Of the 53 billion euros collected from fuel and motor vehicle tax receipts as well as revenue from the truck toll system, about 17 billion are spent on Germany's road network, he said, calling on the government to invest money car owners pay in taxes into street projects.

While no studies have been conducted to estimate the cost of creating a car toll system, the Toll Collect consortium received seven billion euros from German government to create the truck's toll system. Of the 3.1 billion euros in levies Toll Collect delivered to the government in 2006, it received 600 million euros (from Berlin) to keep the network running.

Safer in the fast lane

Mautstation am Warnowtunnel in Rostock
Tolls are rare in Germany but do exist on some tunnelsImage: picture alliance/dpa

Even if the truck system could be expanded to include cars, a feat Toll Collect officials said may be possible but would require large additional investments, any kind of toll placed exclusively on highways could also lead to heavier traffic on smaller, local roads that tend to have more serious accidents than the highway, Hölzel said.

According to the ADAC estimates, increased traffic on smaller roads could lead to 570 more traffic deaths and 17,000 additional injuries if 20 percent of cars left the highway to get around tolls.

Keeping drivers from moving to toll-free streets is why any automobile toll would have to include all roads, not just highways, Topp said, adding that he, contrary to Hölzel, expects such technology to exist within the next five years.

"At times and in places where there is an especially high demand you can charge an especially high toll, and when there are fewer drivers it can be cheaper," he said.

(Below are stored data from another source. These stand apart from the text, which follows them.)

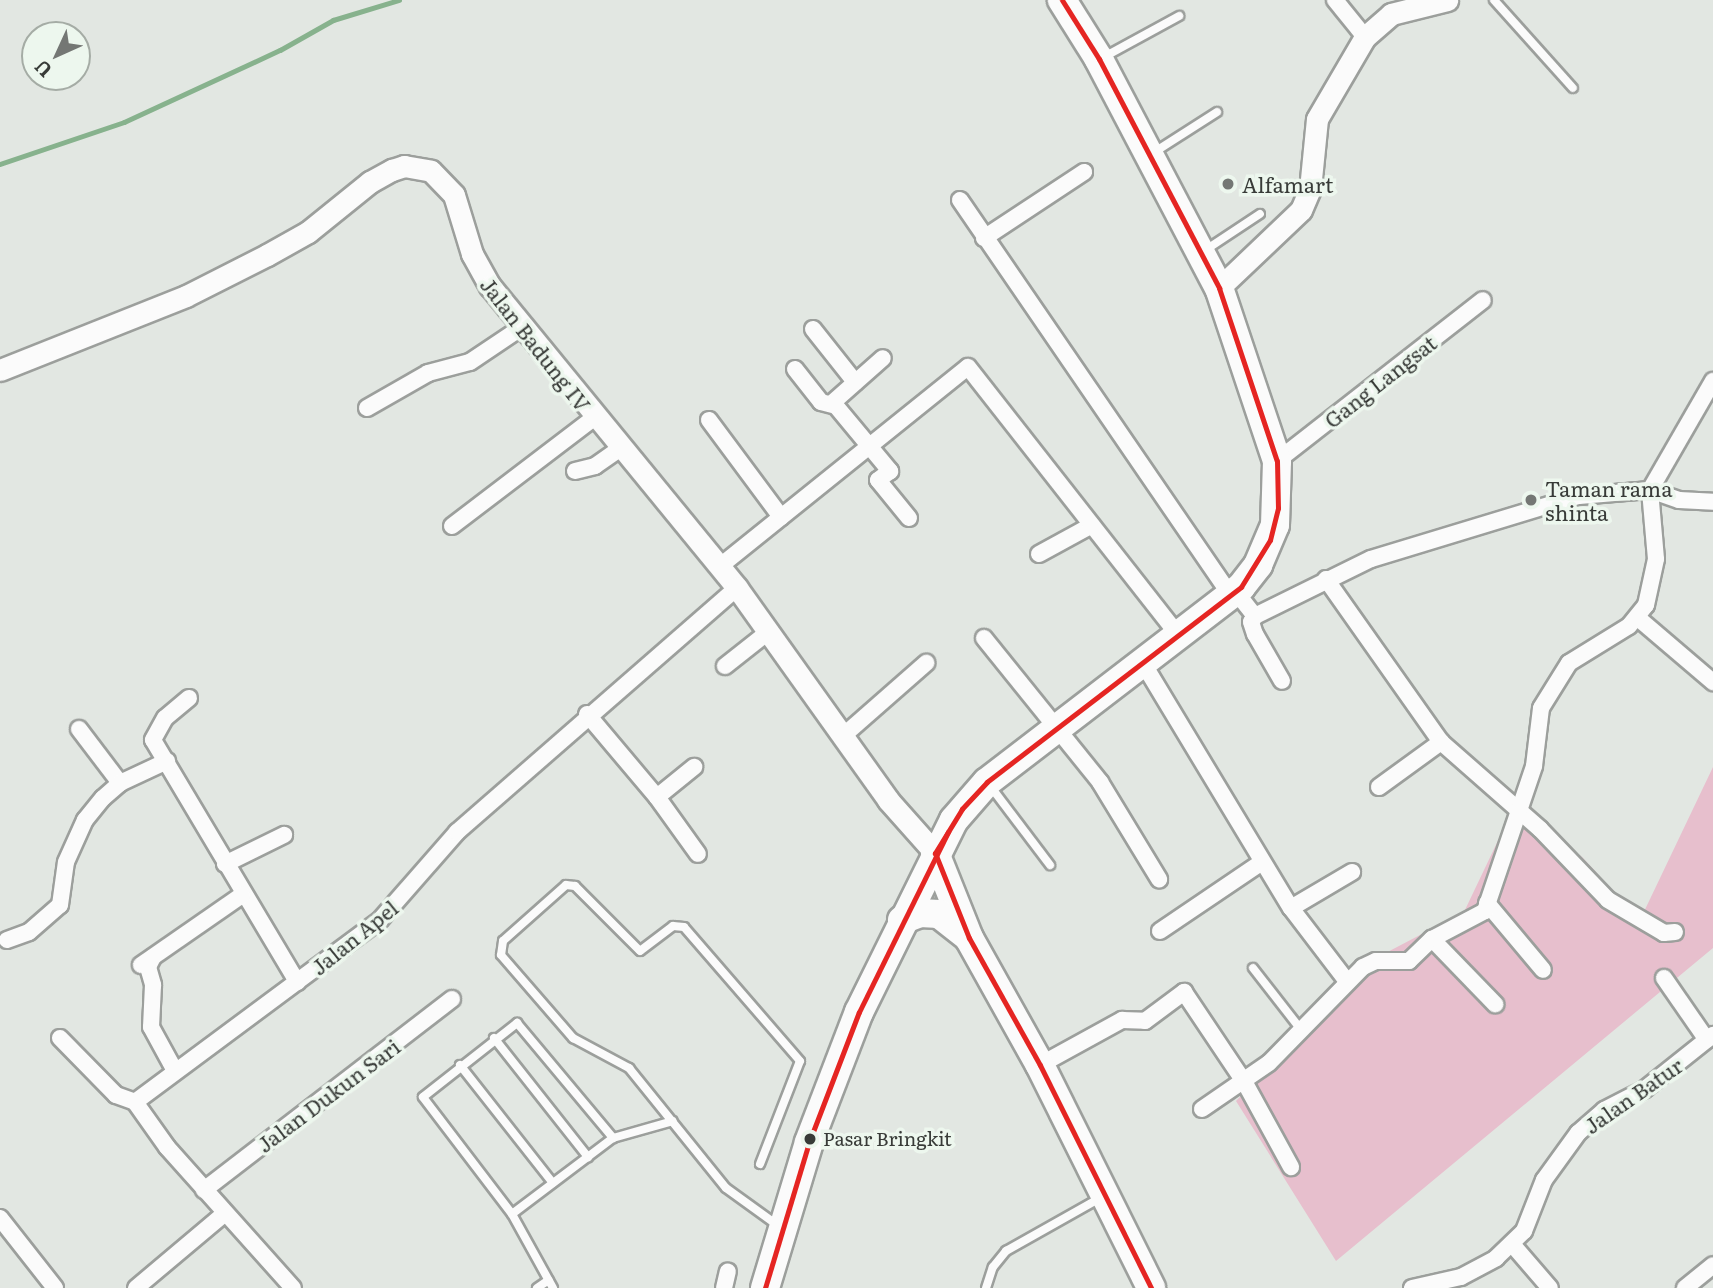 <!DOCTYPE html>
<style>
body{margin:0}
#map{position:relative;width:1713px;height:1288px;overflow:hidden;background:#e2e7e2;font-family:Literata,serif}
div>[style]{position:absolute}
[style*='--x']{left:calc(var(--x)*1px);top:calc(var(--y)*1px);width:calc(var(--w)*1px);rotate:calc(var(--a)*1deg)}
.forest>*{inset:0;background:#e7bfcd}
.stream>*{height:5px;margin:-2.5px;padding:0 2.5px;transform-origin:2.5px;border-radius:2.5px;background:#87b28d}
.roads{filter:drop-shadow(2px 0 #9c9f9c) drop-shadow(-2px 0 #9c9f9c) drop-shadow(0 2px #9c9f9c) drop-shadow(0 -2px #9c9f9c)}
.lane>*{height:8px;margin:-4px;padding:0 4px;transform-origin:4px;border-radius:4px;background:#fbfbfb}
.street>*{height:16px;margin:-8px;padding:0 8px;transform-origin:8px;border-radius:8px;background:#fbfbfb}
.secondary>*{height:21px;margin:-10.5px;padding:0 10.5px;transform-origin:10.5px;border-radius:10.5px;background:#fbfbfb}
.highway>*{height:28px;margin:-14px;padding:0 14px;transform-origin:14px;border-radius:14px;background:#fbfbfb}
.bus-1>*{height:5px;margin:-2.5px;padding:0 2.5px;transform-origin:2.5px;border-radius:2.5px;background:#e52522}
.dots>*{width:19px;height:19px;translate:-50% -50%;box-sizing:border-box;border:4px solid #edf7ee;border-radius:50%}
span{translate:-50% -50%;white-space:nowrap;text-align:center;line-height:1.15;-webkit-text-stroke:7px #edf7ee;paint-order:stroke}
.bus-label{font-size:19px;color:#383b38}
.left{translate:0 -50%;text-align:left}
.poi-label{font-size:21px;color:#383b38}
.street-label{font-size:21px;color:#383b38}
.north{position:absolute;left:21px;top:21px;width:70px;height:70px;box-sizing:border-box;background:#edf7ee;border:2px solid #a5aca5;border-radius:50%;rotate:225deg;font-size:19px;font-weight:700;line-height:28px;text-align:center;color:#383b38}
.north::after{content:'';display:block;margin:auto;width:24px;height:32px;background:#747774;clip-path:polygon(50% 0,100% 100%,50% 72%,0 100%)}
</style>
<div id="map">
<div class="forest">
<div style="clip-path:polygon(1713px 767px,1713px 948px,1336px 1261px,1236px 1101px,1376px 958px,1464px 912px,1514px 807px,1582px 857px,1640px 920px)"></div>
</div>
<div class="stream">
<div style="--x:0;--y:164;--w:131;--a:-18.7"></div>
<div style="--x:124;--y:122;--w:172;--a:-24.8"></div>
<div style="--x:280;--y:50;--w:61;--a:-29.5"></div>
<div style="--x:333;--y:20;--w:69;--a:-16.9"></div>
</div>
<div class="roads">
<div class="lane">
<div style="--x:1494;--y:0;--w:118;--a:48.1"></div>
<div style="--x:1102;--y:58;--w:88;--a:-28.6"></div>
<div style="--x:1153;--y:153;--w:76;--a:-32.6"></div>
<div style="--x:1204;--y:251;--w:67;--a:-33.5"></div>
<div style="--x:991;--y:787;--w:98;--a:52.9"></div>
<div style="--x:1253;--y:968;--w:80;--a:52.1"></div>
<div style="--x:494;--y:1038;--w:152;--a:51.7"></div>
<div style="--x:460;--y:1065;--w:150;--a:51.8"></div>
<div style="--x:760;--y:1164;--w:110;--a:-68.8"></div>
<div style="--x:800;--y:1061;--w:177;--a:-130.9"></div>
<div style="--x:684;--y:927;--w:11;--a:-175"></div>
<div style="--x:673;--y:926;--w:41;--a:142.9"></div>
<div style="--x:640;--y:951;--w:92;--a:-135"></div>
<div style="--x:575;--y:886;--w:9;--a:-174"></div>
<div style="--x:566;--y:885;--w:84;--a:138.4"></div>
<div style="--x:503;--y:941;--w:14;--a:98"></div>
<div style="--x:501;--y:955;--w:110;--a:49.1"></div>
<div style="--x:573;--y:1038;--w:64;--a:28.2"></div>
<div style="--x:629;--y:1068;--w:154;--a:51.1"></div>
<div style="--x:726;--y:1188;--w:67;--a:35.8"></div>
<div style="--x:512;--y:1214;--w:126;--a:-37"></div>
<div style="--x:613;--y:1138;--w:62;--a:-15.8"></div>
<div style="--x:537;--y:1288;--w:14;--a:-34"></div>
<div style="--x:553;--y:1288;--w:85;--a:-119"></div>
<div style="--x:512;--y:1214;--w:147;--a:-127.3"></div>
<div style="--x:423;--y:1097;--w:120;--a:-38.2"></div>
<div style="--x:517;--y:1023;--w:150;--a:50.1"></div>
<div style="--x:986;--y:1288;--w:22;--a:-72"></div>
<div style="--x:993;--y:1267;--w:21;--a:-51"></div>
<div style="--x:1006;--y:1251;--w:108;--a:-29.4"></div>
</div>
<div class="street">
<div style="--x:1335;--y:0;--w:48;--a:51"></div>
<div style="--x:960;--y:200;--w:480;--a:55.6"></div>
<div style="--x:984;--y:238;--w:120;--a:-33.4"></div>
<div style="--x:813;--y:329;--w:68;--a:51.6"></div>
<div style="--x:795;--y:369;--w:42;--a:51.8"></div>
<div style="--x:821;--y:402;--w:16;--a:15"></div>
<div style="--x:836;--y:406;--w:85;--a:50.3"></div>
<div style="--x:890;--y:471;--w:15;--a:143"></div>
<div style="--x:878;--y:480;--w:49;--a:50.8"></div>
<div style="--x:831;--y:404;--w:69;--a:-41.5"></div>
<div style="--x:367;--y:408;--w:70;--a:-29.8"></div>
<div style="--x:428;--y:373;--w:43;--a:-14.7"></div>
<div style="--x:470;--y:362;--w:63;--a:-33.9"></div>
<div style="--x:709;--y:420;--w:121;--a:53.4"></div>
<div style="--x:1277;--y:461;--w:261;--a:-38"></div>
<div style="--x:575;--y:471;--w:21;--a:-14"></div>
<div style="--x:595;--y:466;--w:29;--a:-35"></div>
<div style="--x:452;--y:526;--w:178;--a:-37.3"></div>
<div style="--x:1039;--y:554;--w:60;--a:-28.7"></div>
<div style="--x:719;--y:567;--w:319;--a:-38.8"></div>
<div style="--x:968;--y:367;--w:342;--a:51.9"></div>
<div style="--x:1326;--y:579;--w:199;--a:54.8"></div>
<div style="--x:1441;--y:742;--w:132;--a:41.3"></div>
<div style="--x:1540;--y:829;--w:98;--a:46.2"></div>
<div style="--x:1608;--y:900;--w:65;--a:30.5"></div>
<div style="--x:1664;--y:933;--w:11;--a:-5"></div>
<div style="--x:1236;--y:592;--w:31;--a:52"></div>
<div style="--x:1255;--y:616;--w:7;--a:124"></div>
<div style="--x:1251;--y:622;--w:13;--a:72"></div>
<div style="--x:1255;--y:634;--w:54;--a:60.1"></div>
<div style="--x:1255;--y:616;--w:129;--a:-26.2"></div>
<div style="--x:1371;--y:559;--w:217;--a:-16.9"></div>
<div style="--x:1579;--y:496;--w:71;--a:-4.8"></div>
<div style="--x:1650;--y:490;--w:31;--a:19"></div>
<div style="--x:1679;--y:500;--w:34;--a:3"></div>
<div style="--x:1638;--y:618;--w:99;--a:40.5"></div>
<div style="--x:984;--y:638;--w:185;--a:51.1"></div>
<div style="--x:1100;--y:782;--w:114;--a:58.7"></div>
<div style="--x:1143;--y:663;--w:286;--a:58.9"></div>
<div style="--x:1291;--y:908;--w:91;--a:52.6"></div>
<div style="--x:725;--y:666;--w:55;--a:-38.3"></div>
<div style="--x:189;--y:698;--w:31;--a:140"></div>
<div style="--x:165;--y:718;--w:25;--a:119"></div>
<div style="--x:153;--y:740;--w:282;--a:59.2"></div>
<div style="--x:587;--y:714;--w:109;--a:49.9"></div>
<div style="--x:657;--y:797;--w:70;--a:54.3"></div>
<div style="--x:79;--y:729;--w:68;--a:52.8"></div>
<div style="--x:843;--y:736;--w:111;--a:-41.3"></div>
<div style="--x:1379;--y:787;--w:77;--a:-36"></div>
<div style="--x:657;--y:797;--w:48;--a:-39"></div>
<div style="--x:225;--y:864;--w:66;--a:-26.2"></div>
<div style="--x:1487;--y:903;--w:87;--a:50.1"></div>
<div style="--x:1291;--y:908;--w:71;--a:-30.5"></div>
<div style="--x:1160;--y:931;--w:123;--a:-34.1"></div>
<div style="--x:1432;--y:939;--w:91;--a:45.9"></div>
<div style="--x:7;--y:940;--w:23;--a:-20"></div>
<div style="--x:29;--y:932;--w:41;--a:-41.1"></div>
<div style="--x:60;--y:905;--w:43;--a:-82.1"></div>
<div style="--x:66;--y:862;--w:46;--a:-65.7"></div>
<div style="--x:85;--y:820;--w:28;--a:-51"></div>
<div style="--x:103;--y:798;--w:23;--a:-41"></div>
<div style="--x:120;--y:783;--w:52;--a:-25.1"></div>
<div style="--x:153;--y:957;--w:11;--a:117"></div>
<div style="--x:148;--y:967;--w:19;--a:74"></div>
<div style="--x:153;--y:985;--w:42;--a:92.7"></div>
<div style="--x:151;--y:1027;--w:48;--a:61.3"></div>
<div style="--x:141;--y:965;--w:123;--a:-34.7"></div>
<div style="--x:1664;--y:978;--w:75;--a:55.3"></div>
<div style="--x:60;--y:1038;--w:80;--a:45.5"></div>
<div style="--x:116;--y:1095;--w:20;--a:20"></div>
<div style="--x:1040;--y:1065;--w:94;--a:-28.8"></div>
<div style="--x:1122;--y:1020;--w:23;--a:2"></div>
<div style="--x:1145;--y:1021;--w:49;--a:-36.6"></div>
<div style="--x:1184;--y:992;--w:110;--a:56.2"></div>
<div style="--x:1245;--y:1083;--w:96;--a:61.3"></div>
<div style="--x:1202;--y:1109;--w:81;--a:-34.5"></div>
<div style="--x:1269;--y:1063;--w:134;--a:-45.6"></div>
<div style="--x:1363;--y:967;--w:14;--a:-25"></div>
<div style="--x:1376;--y:961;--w:33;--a:0"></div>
<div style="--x:1409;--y:961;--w:32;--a:-44"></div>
<div style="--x:1432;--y:939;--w:60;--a:-27.8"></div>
<div style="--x:1485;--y:911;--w:153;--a:-71.3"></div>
<div style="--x:1534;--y:766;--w:58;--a:-83.1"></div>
<div style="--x:1541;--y:708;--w:53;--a:-58.1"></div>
<div style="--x:1569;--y:663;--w:70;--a:-31.7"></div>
<div style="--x:1629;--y:626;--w:27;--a:-51"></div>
<div style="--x:1646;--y:605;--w:47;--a:-77.7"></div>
<div style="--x:1656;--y:559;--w:69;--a:-95"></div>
<div style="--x:1650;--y:490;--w:126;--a:-60"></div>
<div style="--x:204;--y:1190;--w:313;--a:-37.6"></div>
<div style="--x:0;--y:1218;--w:89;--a:51.8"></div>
<div style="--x:1512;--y:1244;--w:58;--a:49.2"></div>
<div style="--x:136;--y:1288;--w:116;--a:-40.1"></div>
<div style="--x:293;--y:1288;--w:189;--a:-131.8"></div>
<div style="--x:167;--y:1147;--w:55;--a:-125.4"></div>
<div style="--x:135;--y:1102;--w:305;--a:-36.6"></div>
<div style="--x:380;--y:920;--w:117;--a:-48.8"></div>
<div style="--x:457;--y:832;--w:371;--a:-41.1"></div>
<div style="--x:724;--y:1288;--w:17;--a:-77"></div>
<div style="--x:1412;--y:1288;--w:50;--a:-12.7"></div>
<div style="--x:1461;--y:1277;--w:40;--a:-28"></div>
<div style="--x:1496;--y:1258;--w:39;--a:-44"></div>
<div style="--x:1524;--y:1231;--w:55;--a:-68.6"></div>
<div style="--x:1544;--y:1180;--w:58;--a:-54.1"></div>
<div style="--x:1578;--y:1133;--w:35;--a:-41"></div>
<div style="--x:1604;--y:1110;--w:46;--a:-27.1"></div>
<div style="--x:1645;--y:1089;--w:87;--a:-38.5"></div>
<div style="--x:1685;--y:1288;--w:36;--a:-39"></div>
</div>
<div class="secondary">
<div style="--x:1219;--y:288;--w:113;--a:-43.6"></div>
<div style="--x:1301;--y:210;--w:23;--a:-67"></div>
<div style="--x:1310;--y:189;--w:70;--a:-84.3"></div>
<div style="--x:1317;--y:119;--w:95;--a:-59.7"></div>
<div style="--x:1365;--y:37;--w:35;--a:-41"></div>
<div style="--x:1391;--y:14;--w:58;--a:-14"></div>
<div style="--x:0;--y:370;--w:200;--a:-21.7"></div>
<div style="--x:186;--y:296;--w:91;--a:-26.8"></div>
<div style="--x:267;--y:255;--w:47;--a:-29.3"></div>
<div style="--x:308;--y:232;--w:80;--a:-38.9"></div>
<div style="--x:370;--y:182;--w:25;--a:-29"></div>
<div style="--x:392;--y:170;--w:13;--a:-18"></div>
<div style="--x:404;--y:166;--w:27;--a:10"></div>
<div style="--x:431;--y:171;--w:33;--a:46"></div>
<div style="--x:454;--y:195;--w:62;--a:73"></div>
<div style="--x:472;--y:254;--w:37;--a:61"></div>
<div style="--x:490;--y:286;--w:390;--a:50.7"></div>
<div style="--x:737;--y:588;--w:260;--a:54.5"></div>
<div style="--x:888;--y:800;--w:71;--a:48.4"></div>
</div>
<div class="highway">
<div style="--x:935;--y:853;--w:92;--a:68.2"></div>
<div style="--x:969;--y:938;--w:145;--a:60.8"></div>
<div style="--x:1040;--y:1065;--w:249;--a:63.5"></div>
<div style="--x:902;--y:920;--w:19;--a:-21"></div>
<div style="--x:920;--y:913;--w:19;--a:3"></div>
<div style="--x:939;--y:914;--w:36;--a:38"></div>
<div style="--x:765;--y:1288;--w:152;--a:-73.2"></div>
<div style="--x:809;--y:1142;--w:139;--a:-69"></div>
<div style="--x:859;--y:1012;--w:214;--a:-63.7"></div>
<div style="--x:954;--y:820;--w:50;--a:-49"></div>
<div style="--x:987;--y:782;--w:320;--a:-37.5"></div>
<div style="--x:1241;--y:587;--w:28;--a:-52"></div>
<div style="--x:1258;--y:565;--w:43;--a:-67"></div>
<div style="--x:1275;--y:525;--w:64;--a:-88.2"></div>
<div style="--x:1277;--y:461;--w:182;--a:-108.5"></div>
<div style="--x:1219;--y:288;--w:259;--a:-117.7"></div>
<div style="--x:1099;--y:59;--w:70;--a:-122.1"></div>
</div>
</div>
<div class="bus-1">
<div style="--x:1062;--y:0;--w:70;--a:57.9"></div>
<div style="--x:1099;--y:59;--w:259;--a:62.3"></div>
<div style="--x:1219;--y:288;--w:182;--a:71.5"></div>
<div style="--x:1277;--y:461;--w:47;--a:88.8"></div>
<div style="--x:1278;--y:508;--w:33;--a:104"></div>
<div style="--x:1270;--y:540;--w:55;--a:121.7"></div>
<div style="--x:1241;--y:587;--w:320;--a:142.5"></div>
<div style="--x:987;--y:782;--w:37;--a:133"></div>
<div style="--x:962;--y:809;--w:52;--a:121.5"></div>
<div style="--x:935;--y:853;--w:92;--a:68.2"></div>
<div style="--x:969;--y:938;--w:145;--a:60.8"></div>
<div style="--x:1040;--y:1065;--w:249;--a:63.5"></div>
<div style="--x:765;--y:1288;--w:152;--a:-73.2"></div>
<div style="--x:809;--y:1142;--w:139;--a:-69"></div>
<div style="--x:859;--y:1012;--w:201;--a:-63.7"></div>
</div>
<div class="dots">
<div style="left:1228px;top:184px;background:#747774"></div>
<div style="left:1531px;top:500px;background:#747774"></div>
<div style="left:810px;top:1139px;background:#383b38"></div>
</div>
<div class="bus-label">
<span class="left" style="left:823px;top:1139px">Pasar Bringkit</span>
</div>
<div class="poi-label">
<span class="left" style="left:1242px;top:184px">Alfamart</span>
<span class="left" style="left:1545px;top:500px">Taman rama<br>shinta</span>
</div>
<div class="street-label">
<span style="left:536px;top:344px;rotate:52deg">Jalan Badung IV</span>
<span style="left:1380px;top:381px;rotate:-38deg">Gang Langsat</span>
<span style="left:354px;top:937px;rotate:-39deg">Jalan Apel</span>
<span style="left:328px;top:1095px;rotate:-37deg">Jalan Dukun Sari</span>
<span style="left:1633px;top:1095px;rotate:-35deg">Jalan Batur</span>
</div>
<div class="north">U</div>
</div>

Toll debate unlikely to disappear

Regardless of how many people they share the road with, German drivers, for the time being, won't have to worry about reaching into their wallets right away. Federal Transportation Minister Wolfgang Tiefensee has ruled out any system of car tolls, saying that none of the newest suggestions he's heard was better than those regularly made in the past.

"Bad arguments do not get better when they are regularly repeated," Tiefensee, a Social Democrat, told reporters.

Despite a lack of unity on implementing a fee system in Berlin, Bavarian politicians have said they will consider possible automobile toll options for Germany, nearly guaranteeing that the debate will come up again in 2007.